Quorum-sensing regulation in staphylococci-an overview

Abstract

Staphylococci are frequent human commensals and some species can cause disease. Staphylococcus aureus in particular is a dangerous human pathogen. In staphylococci, the ability to sense the bacterial cell density, or quorum, and to respond with genetic adaptations is due to one main system, which is called accessory gene regulator (Agr). The extracellular signal of Agr is a post-translationally modified peptide containing a thiolactone structure. Under conditions of high cell density, Agr is responsible for the increased expression of many toxins and degradative exoenzymes, and decreased expression of several colonization factors. This regulation is important for the timing of virulence factor expression during infection and the development of acute disease, while low activity of Agr is associated with chronic staphylococcal infections, such as those involving biofilm formation. Accordingly, drugs inhibiting Agr are being evaluated for their capacity to control acute forms of S. aureus infection.

Keywords: Agr; LuxS; Staphylococcus aureus; Staphylococcus epidermidis; biofilm; quorum-sensing; toxins.

Figure 1

Agr control in Staphylococcus. The quorum-sensing circuit is shown at the top left. The AIP signal is produced from the AgrD precursor by AgrB maturation and export. At a certain threshold concentration, AIP activates the AgrC-AgrA two-component system and phosphorylated AgrA activates transcription from the P2 promoter, resulting in auto-feedback regulation.

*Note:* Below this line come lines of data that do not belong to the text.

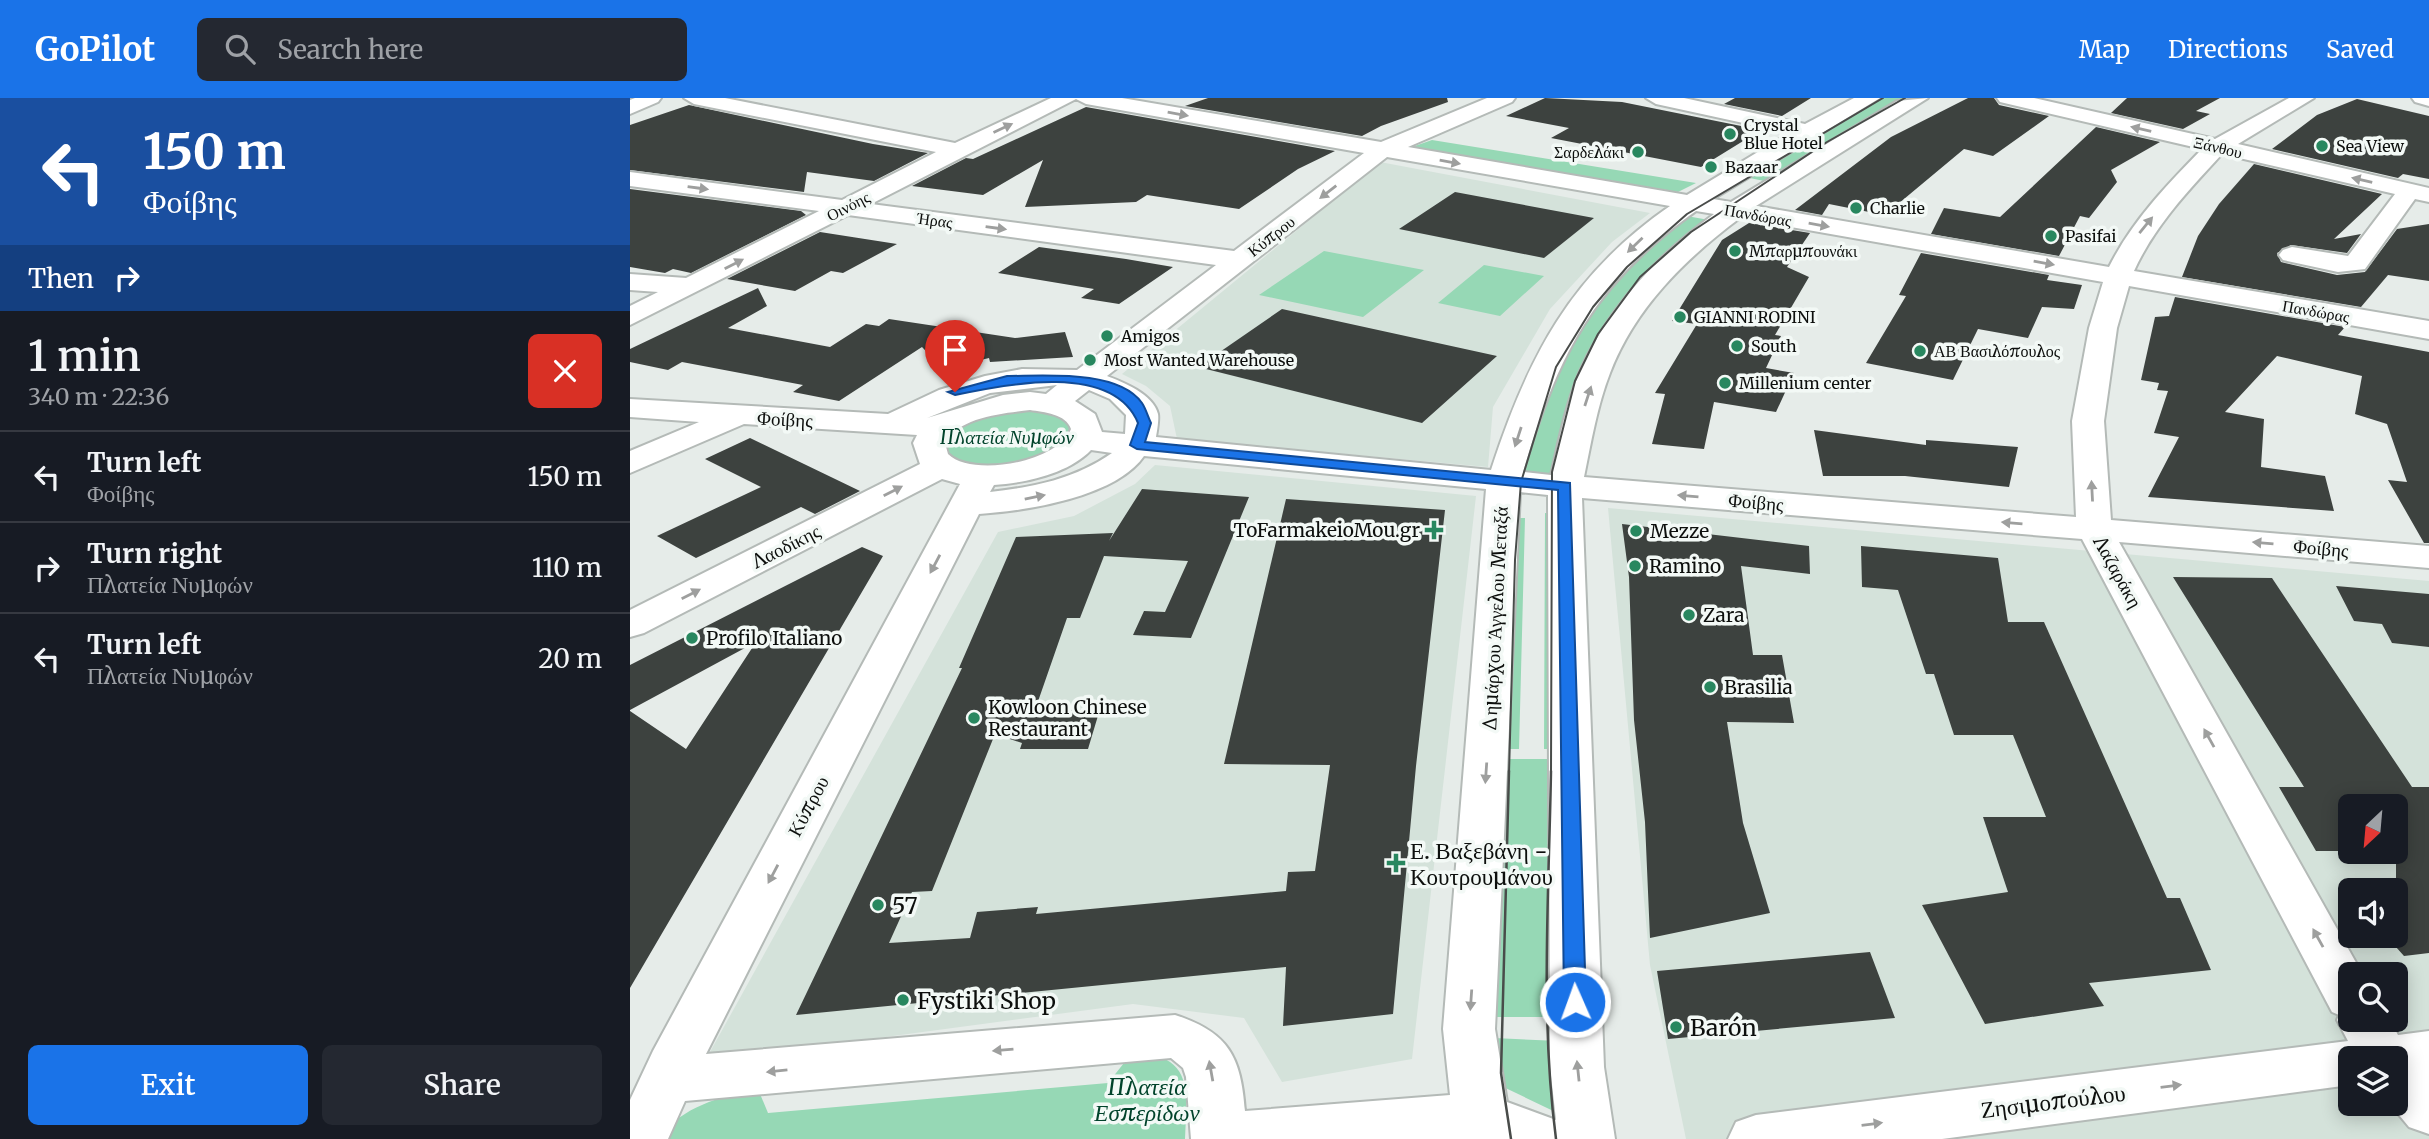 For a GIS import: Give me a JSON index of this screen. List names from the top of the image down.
{
  "streets": {
    "street": [
      "Ξάνθου",
      "Οινόης",
      "Πανδώρας",
      "Ήρας",
      "Κύπρου",
      "Φοίβης",
      "Λαοδίκης",
      "Λαζαράκη",
      "Δημάρχου Άγγελου Μεταξά",
      "Ζησιμοπούλου"
    ]
  },
  "crossings": [
    ["Ξάνθου", "Λαζαράκη"],
    ["Οινόης", "Ήρας"],
    ["Πανδώρας", "Κύπρου"],
    ["Πανδώρας", "Λαζαράκη"],
    ["Πανδώρας", "Δημάρχου Άγγελου Μεταξά"],
    ["Ήρας", "Κύπρου"],
    ["Φοίβης", "Λαζαράκη"],
    ["Φοίβης", "Δημάρχου Άγγελου Μεταξά"]
  ],
  "one_way": [
    "Ξάνθου",
    "Πανδώρας",
    "Κύπρου",
    "Φοίβης",
    "Λαζαράκη",
    "Ζησιμοπούλου"
  ],
  "parks": ["Πλατεία Νυμφών", "Πλατεία Εσπερίδων"],
  "places": {
    "other": [
      "Crystal Blue Hotel",
      "Sea View",
      "Σαρδελάκι",
      "Bazaar",
      "Charlie",
      "Pasifai",
      "Μπαρμπουνάκι",
      "GIANNI RODINI",
      "Amigos",
      "South",
      "ΑΒ Βασιλόπουλος",
      "Most Wanted Warehouse",
      "Millenium center",
      "Mezze",
      "Ramino",
      "Zara",
      "Profilo Italiano",
      "Brasilia",
      "Kowloon Chinese Restaurant",
      "57",
      "Fystiki Shop",
      "Barón"
    ],
    "health": ["ToFarmakeioMou.gr", "Ε. Βαξεβάνη - Κουτρουμάνου"]
  },
  "north": "bottom left",
  "page": {
    "header": "GoPilot",
    "search": "Search here",
    "nav": ["Map", "Directions", "Saved"],
    "turn": ["150 m", "Φοίβης"],
    "then": "Then",
    "heading": ["1 min", "340 m · 22:36"],
    "list": [
      {
        "name": "Turn left",
        "note": "Φοίβης",
        "value": "150 m"
      },
      {
        "name": "Turn right",
        "note": "Πλατεία Νυμφών",
        "value": "110 m"
      },
      {
        "name": "Turn left",
        "note": "Πλατεία Νυμφών",
        "value": "20 m"
      }
    ],
    "buttons": ["Exit", "Share"]
  }
} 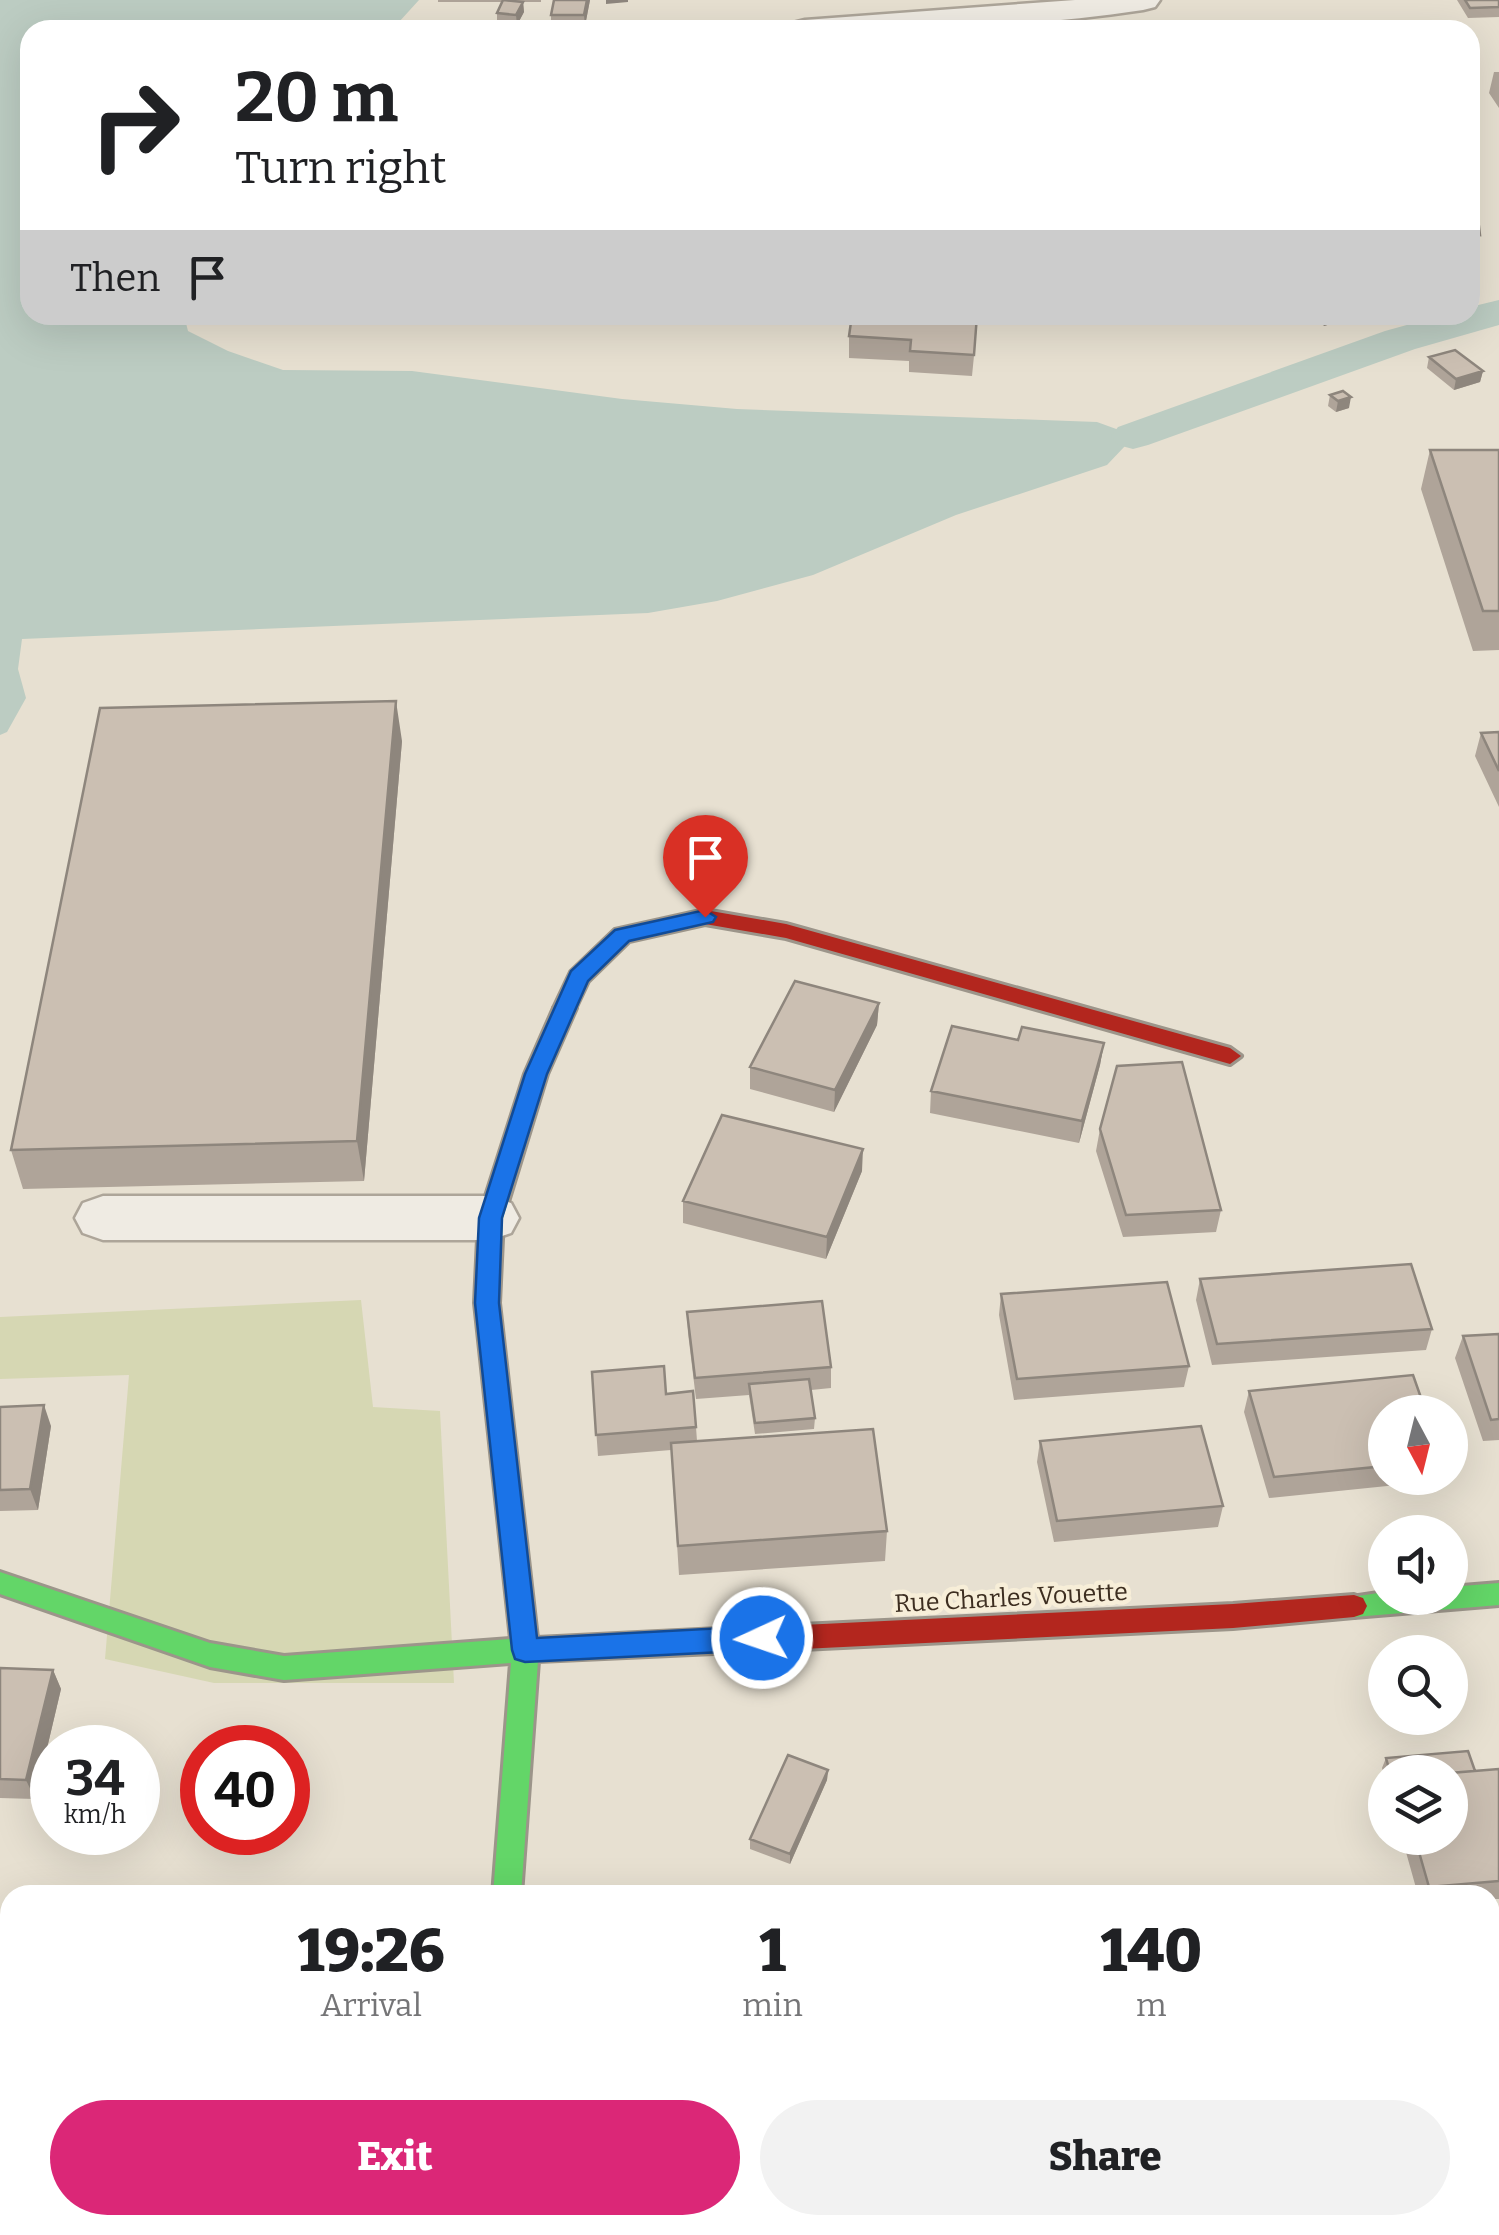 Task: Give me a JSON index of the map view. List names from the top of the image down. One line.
{"streets":{"street":["Rue Charles Vouette"]},"north":"bottom","page":{"turn":["20 m","Turn right"],"then":"Then","speed":"34 km/h","limit":"40","eta":["19:26","Arrival","1","min","140","m"],"buttons":["Exit","Share"]}}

An important feature of Agr is group specificity, resulting in cross-inhibition, i.e., inhibition of Agr activity, in strains belonging to other Agr specificity groups and other species (top right). Target gene control is shown at the bottom. Most Agr targets are regulated via RNAIII, whose transcription is increased by AgrA, via the P3 promoter. RNAIII also contains the gene for delta-toxin (hld). RNAIII controls target genes by base pairing with 5′UTRs, in most cases inhibiting translation. This is used for direct inhibition of Agr-inhibited target genes such as protein A, while inhibition of translation of the repressor Rot leads to de-repression of transcription of many of the classical Agr target toxins, such as alpha-toxin. AgrA also increases transcription of the psmα and psmβ operons, encoding PSM peptides, in an RNAIII-independent mode of Agr target gene regulation. S.D., Shine/Dalgarno sequence; AUG, start codon of controlled gene.